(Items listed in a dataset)
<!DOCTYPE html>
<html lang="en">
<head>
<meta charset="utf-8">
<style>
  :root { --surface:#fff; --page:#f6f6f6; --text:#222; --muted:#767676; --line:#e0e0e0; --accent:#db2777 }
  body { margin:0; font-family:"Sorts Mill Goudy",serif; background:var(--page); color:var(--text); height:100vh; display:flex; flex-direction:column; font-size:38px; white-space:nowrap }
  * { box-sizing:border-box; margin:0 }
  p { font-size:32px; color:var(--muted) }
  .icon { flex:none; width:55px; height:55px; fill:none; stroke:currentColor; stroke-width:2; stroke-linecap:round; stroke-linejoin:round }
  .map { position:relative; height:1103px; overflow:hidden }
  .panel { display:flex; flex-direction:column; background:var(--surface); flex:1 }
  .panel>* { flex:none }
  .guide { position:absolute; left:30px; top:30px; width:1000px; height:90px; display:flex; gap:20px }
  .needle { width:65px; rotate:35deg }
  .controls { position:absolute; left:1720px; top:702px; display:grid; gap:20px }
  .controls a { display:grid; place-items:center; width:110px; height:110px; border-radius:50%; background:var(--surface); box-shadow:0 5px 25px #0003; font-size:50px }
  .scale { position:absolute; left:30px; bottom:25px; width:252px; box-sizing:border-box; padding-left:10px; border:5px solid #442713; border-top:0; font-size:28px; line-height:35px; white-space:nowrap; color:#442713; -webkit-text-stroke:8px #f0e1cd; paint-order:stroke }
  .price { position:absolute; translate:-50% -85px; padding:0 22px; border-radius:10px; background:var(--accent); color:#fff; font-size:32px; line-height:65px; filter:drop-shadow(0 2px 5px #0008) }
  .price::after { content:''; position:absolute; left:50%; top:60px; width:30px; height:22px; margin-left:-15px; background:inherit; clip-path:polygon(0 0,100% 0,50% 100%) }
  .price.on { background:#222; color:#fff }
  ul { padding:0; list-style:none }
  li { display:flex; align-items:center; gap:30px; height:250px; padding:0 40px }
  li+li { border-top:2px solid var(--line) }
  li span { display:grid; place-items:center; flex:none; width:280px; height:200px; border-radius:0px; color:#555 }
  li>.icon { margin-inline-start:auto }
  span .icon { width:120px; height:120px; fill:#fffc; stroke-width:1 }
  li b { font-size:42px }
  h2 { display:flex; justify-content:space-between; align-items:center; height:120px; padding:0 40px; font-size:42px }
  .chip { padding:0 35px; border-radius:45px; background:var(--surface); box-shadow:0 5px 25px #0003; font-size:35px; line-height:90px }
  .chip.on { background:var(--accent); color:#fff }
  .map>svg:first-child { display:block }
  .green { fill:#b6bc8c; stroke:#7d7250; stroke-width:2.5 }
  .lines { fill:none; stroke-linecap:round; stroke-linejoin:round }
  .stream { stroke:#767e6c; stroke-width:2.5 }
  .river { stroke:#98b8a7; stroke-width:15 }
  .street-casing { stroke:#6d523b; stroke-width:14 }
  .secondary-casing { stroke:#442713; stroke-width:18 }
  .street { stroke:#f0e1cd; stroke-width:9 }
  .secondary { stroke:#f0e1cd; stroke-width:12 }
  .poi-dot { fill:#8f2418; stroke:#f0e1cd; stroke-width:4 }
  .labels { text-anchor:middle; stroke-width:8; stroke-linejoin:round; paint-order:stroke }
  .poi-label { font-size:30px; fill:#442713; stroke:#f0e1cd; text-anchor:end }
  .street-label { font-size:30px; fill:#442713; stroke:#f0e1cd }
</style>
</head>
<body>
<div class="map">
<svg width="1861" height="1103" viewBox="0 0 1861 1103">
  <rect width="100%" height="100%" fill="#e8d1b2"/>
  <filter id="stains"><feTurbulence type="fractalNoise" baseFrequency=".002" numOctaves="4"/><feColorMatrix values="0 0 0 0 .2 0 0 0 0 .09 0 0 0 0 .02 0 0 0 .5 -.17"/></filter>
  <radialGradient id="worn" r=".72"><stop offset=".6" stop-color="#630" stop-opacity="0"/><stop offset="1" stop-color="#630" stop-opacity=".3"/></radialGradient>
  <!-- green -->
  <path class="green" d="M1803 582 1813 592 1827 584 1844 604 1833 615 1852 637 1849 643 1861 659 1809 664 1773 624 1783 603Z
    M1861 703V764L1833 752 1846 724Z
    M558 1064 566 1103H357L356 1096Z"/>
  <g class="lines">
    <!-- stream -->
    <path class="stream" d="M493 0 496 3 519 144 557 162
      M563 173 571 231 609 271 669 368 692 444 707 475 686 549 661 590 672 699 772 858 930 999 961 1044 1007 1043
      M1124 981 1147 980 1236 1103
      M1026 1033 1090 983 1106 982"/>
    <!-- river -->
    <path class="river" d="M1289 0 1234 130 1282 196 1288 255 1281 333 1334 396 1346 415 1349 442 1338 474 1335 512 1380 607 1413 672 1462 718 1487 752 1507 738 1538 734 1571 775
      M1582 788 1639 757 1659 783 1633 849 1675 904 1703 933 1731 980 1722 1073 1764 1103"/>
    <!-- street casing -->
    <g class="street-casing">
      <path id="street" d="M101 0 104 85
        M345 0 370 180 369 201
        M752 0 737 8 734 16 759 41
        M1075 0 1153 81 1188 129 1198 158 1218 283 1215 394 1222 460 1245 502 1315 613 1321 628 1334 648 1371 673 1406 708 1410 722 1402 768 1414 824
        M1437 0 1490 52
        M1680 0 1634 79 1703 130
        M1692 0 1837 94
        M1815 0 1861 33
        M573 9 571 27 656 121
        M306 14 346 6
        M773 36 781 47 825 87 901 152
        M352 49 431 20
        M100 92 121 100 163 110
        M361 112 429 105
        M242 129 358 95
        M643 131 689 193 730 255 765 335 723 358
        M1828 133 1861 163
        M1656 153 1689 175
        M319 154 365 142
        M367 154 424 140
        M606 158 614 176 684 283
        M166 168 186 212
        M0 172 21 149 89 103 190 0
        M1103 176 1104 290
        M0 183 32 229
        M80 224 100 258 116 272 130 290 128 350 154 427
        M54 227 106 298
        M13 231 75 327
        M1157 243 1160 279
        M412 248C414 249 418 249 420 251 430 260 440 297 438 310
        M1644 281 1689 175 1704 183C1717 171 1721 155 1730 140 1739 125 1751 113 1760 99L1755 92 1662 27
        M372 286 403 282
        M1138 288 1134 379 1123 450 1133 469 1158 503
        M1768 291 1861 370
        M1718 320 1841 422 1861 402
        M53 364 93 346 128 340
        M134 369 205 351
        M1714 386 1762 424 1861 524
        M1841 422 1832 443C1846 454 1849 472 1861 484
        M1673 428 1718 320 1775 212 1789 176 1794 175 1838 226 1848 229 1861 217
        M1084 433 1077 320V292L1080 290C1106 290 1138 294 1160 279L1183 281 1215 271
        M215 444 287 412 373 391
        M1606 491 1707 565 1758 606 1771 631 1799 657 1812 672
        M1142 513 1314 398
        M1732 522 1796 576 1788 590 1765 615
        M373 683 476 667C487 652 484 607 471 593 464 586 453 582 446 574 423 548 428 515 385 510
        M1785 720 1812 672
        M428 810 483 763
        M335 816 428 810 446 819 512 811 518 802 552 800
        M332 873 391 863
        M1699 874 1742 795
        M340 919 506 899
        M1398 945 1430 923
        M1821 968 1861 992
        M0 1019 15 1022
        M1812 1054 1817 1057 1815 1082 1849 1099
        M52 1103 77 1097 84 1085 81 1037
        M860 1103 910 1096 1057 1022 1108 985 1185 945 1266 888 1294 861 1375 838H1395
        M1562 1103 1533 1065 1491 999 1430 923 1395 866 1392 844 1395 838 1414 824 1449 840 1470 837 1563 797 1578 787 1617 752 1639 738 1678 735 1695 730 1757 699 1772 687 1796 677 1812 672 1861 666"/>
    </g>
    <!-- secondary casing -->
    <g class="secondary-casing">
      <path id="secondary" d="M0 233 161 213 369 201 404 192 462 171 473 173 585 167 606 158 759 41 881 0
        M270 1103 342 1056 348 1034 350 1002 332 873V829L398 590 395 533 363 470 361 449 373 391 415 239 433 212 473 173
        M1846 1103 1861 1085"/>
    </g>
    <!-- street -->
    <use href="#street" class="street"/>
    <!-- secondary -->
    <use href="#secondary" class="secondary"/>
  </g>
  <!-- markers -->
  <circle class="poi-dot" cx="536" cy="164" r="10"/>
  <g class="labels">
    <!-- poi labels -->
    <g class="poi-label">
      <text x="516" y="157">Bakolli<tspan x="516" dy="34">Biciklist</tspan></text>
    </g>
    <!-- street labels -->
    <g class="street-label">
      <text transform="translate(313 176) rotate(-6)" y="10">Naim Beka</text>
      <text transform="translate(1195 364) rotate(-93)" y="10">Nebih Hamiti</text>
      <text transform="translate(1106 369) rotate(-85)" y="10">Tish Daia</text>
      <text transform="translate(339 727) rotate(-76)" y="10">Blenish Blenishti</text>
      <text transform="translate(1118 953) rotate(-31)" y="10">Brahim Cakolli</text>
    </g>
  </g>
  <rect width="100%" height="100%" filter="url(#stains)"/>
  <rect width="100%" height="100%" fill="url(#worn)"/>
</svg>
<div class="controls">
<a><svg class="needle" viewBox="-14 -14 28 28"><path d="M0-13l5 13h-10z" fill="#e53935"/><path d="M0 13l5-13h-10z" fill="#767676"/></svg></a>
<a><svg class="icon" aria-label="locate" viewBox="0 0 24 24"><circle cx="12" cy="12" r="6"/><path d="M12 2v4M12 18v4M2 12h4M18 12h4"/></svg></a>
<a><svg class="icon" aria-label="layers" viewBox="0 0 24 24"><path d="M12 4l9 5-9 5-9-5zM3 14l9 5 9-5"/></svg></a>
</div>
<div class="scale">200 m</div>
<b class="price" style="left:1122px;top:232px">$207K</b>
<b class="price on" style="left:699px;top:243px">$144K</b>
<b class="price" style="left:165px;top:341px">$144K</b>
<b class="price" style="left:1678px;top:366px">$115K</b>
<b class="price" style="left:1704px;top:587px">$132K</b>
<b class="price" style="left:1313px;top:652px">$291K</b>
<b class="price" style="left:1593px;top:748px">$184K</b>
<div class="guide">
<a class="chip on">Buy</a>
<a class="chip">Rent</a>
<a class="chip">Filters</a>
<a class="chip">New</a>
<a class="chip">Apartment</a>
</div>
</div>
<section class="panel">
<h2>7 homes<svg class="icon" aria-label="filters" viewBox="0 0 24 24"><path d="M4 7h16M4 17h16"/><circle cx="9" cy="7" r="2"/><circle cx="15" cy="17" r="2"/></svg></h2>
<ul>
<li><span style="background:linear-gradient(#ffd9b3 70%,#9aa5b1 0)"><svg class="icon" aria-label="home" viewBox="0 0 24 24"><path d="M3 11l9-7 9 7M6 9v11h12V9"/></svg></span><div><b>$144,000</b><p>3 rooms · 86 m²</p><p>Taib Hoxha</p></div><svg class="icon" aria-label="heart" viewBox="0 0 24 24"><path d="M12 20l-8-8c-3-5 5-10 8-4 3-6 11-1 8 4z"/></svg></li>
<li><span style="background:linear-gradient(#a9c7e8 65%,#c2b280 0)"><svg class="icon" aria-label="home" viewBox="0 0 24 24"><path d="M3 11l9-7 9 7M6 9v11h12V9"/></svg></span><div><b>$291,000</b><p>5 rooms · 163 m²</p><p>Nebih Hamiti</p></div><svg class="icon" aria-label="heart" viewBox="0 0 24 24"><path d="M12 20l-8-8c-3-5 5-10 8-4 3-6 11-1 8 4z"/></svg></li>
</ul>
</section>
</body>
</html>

**PROBLEM DETAILS**
Looking at the data above, state how many of its lines contain the word "scale", and give nothing but that number.

**RESPONSE TO THIS EXERCISE**
2